The White House last week ordered agencies tighten security to prevent further Wikileaks-style attacks.

The structural changes issued within an executive order to safeguard classified information and networks from insider threats.

It followed a seven-month government review of policies and procedures surrounding the handling of classified information, prompted by the leak of classified US cables by whistleblower site Wikileaks.

The order stated that individual government agencies “bear the primary responsibility” for ensuring that classified information was safeguarded and shared appropriately.

Agencies that use classified networks must implement an insider threat detection and prevention program, designate a senior official to oversee information-sharing protections and perform self-assessments of compliance with standards.

Senior Defense and National Security Agency officials would be responsible for developing technical policies and standards to protect classified information within national security systems, and will also conduct assessments of agency compliance. 

This month Wikileaks founder Julian Assange said governments would react to the cable leaks by becoming transparent or locking down.

In the latter instance, Assange said agencies would Balkanise and become less effective and unable to compete for skilled staff.

“This is one of the goals of Wikileaks,” Assange said.

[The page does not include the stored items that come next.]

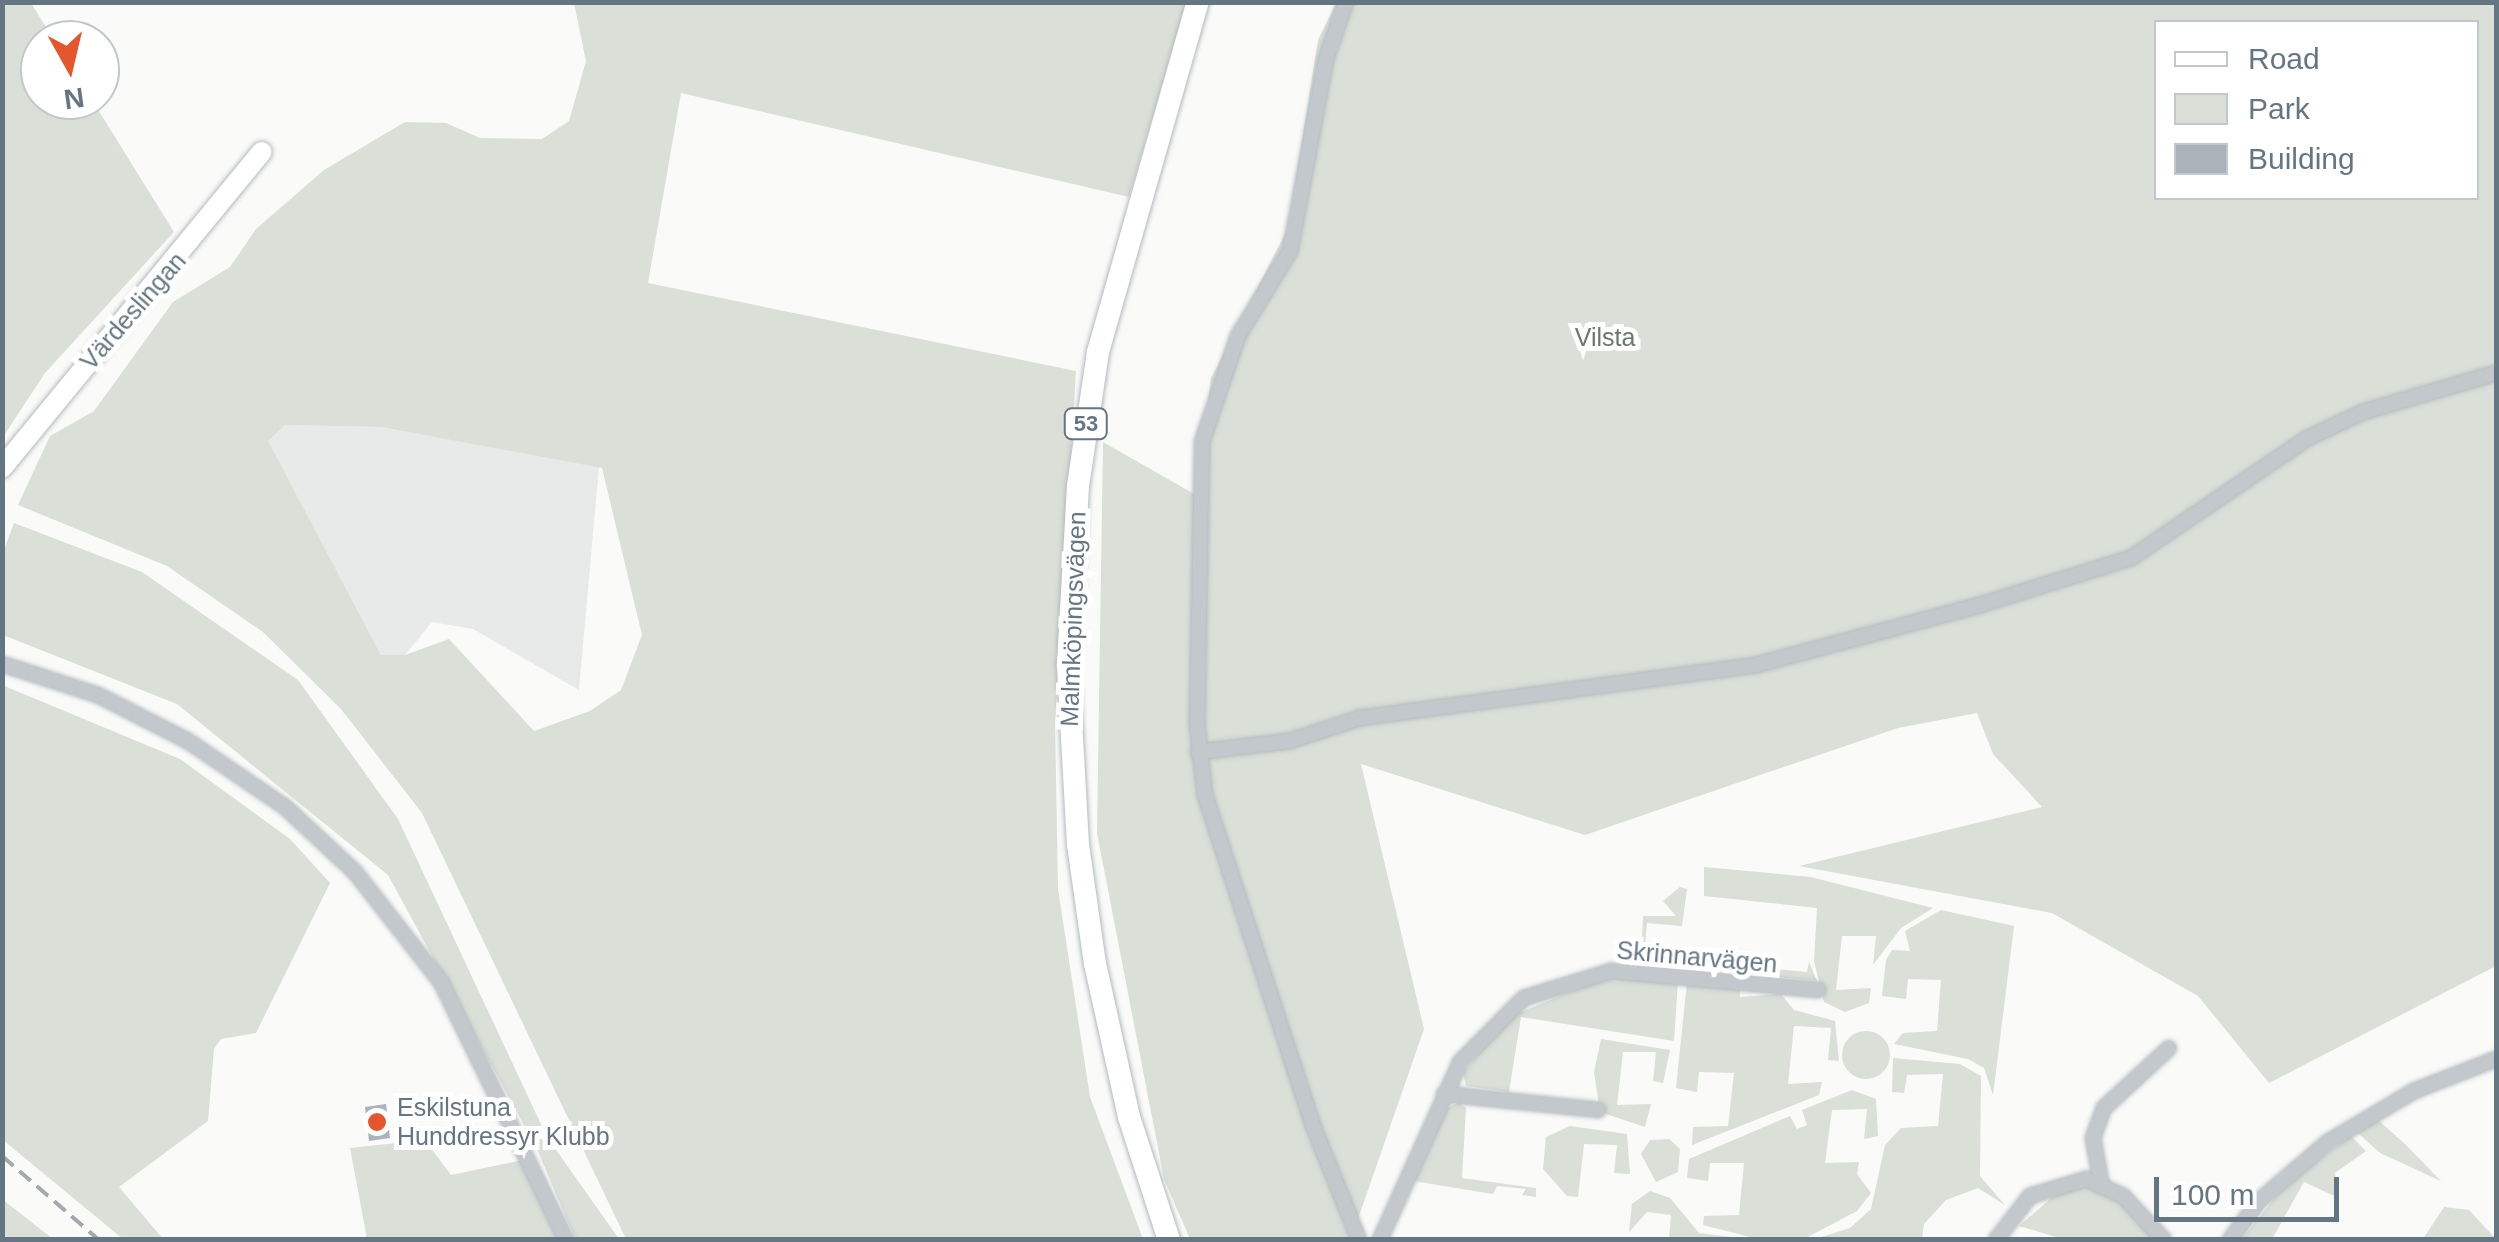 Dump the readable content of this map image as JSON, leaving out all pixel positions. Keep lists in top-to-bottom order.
{
  "streets": {
    "main road": ["53", "Malmköpingsvägen"],
    "street": ["Värdeslingan", "Skrinnarvägen"]
  },
  "parks": ["Vilsta"],
  "places": ["Eskilstuna Hunddressyr Klubb"],
  "legend": ["Road", "Park", "Building"],
  "scale_bar": "100 m",
  "north": "bottom"
} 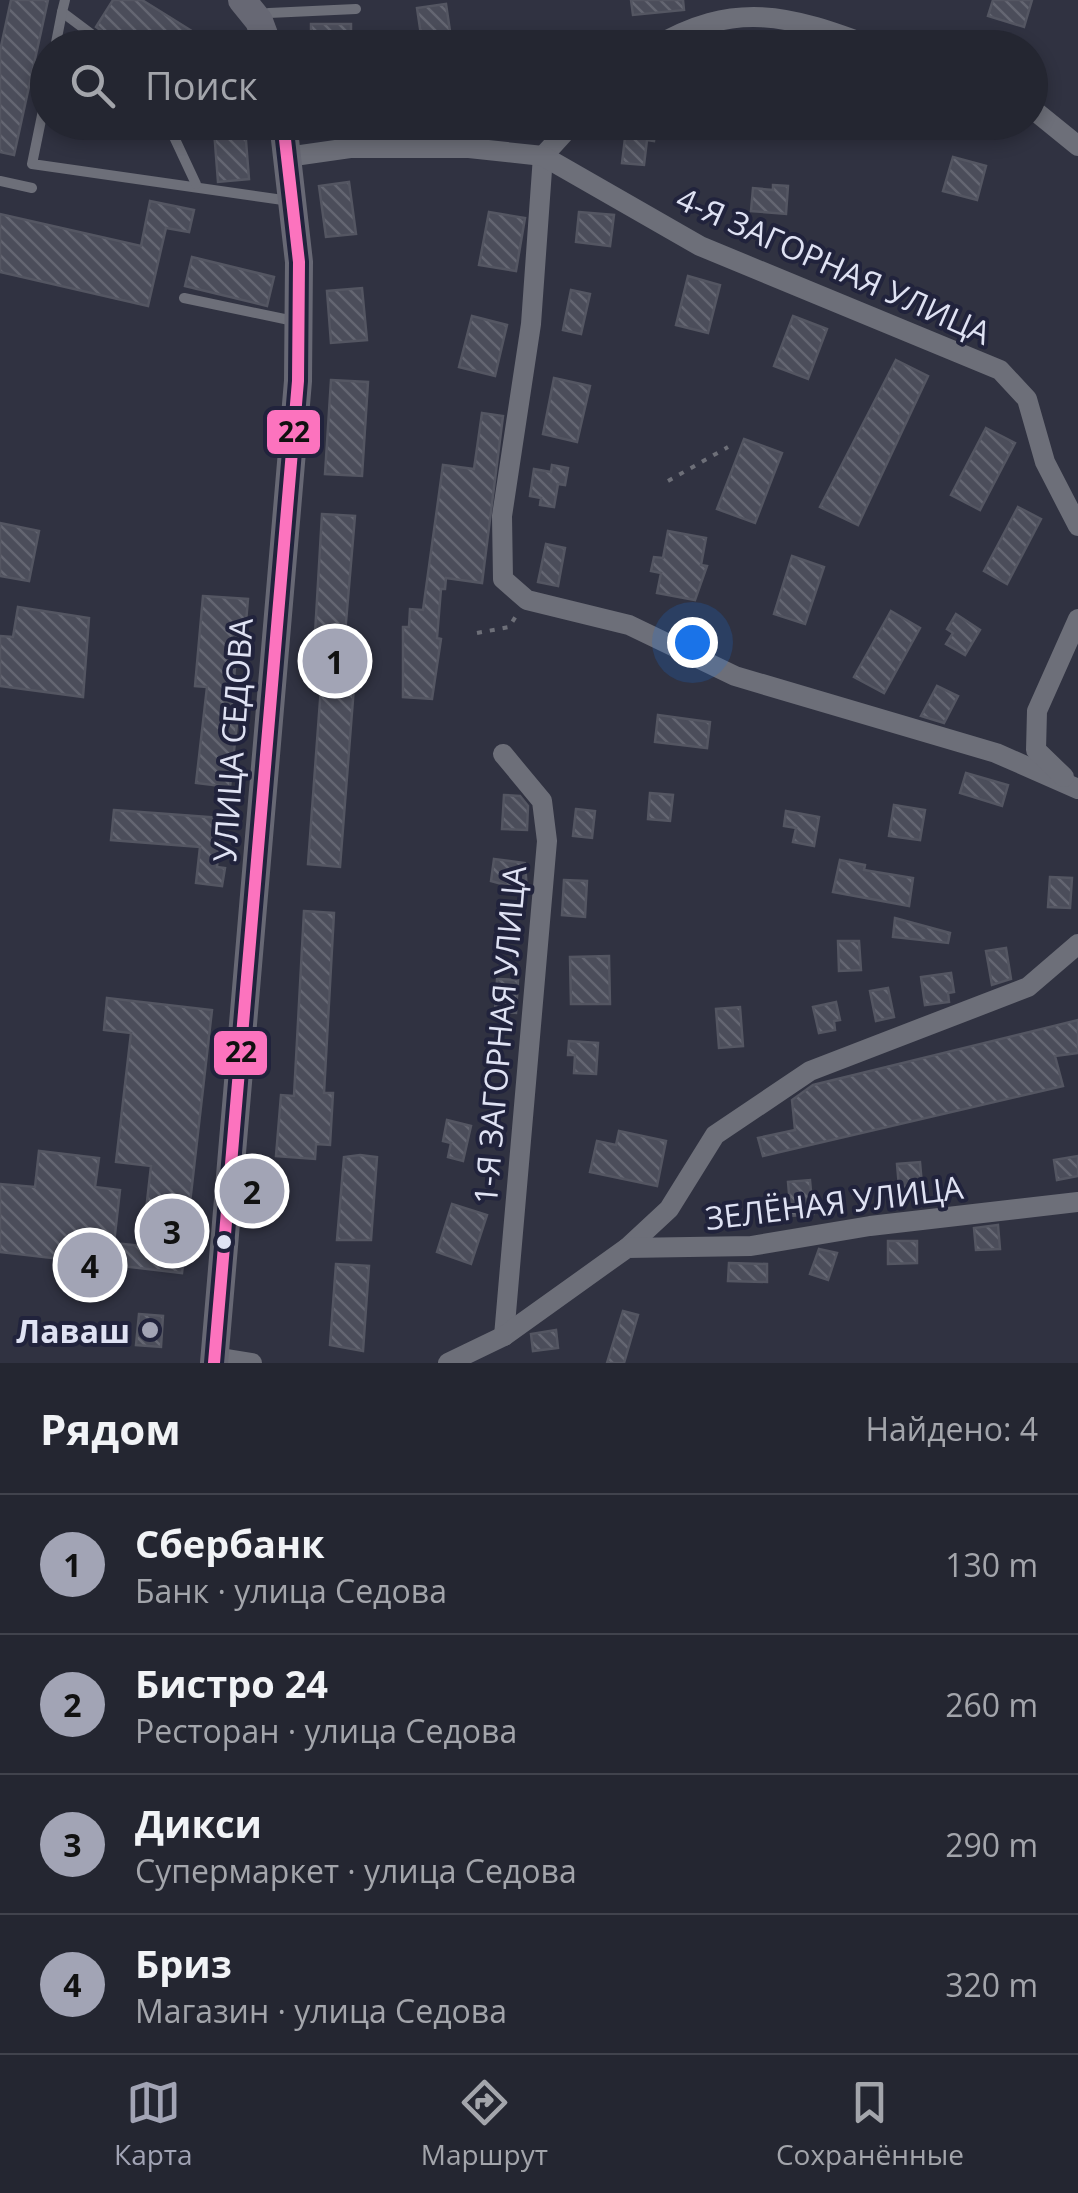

But Securosis founder Rich Mogull said the executive order “appears to carefully balance the needs of continued information sharing with that of increased security”.

“The normal reaction is to return to pre-9-11 silos, but assuming agencies are following these orders, they will maintain cooperation while still addressing insider threats,” Mogull said

The Wikileaks exposures were essentially the result of one agency, the Department of Defense, leaking data shared by another agency, the Department of State, according to Mogull.

US agencies have recently strengthened security including systems to improve online identity management, access control, and bans on the use of removable media.

“These are tough problems, and implementation is everything, but on paper it's the right direction,” Mogull said.

The executive directive ordered the creation of a task force to develop a government-wide program to detect and prevent insider threats and reduce security vulnerabilities.

The Senior Information Sharing and Safeguarding Steering Committee would submit regular reports to document government successes and failures in protecting classified information.

A new office dubbed the Classified Information Sharing and Safeguarding Office would advise the steering committee and support the insider threat task force and other agencies.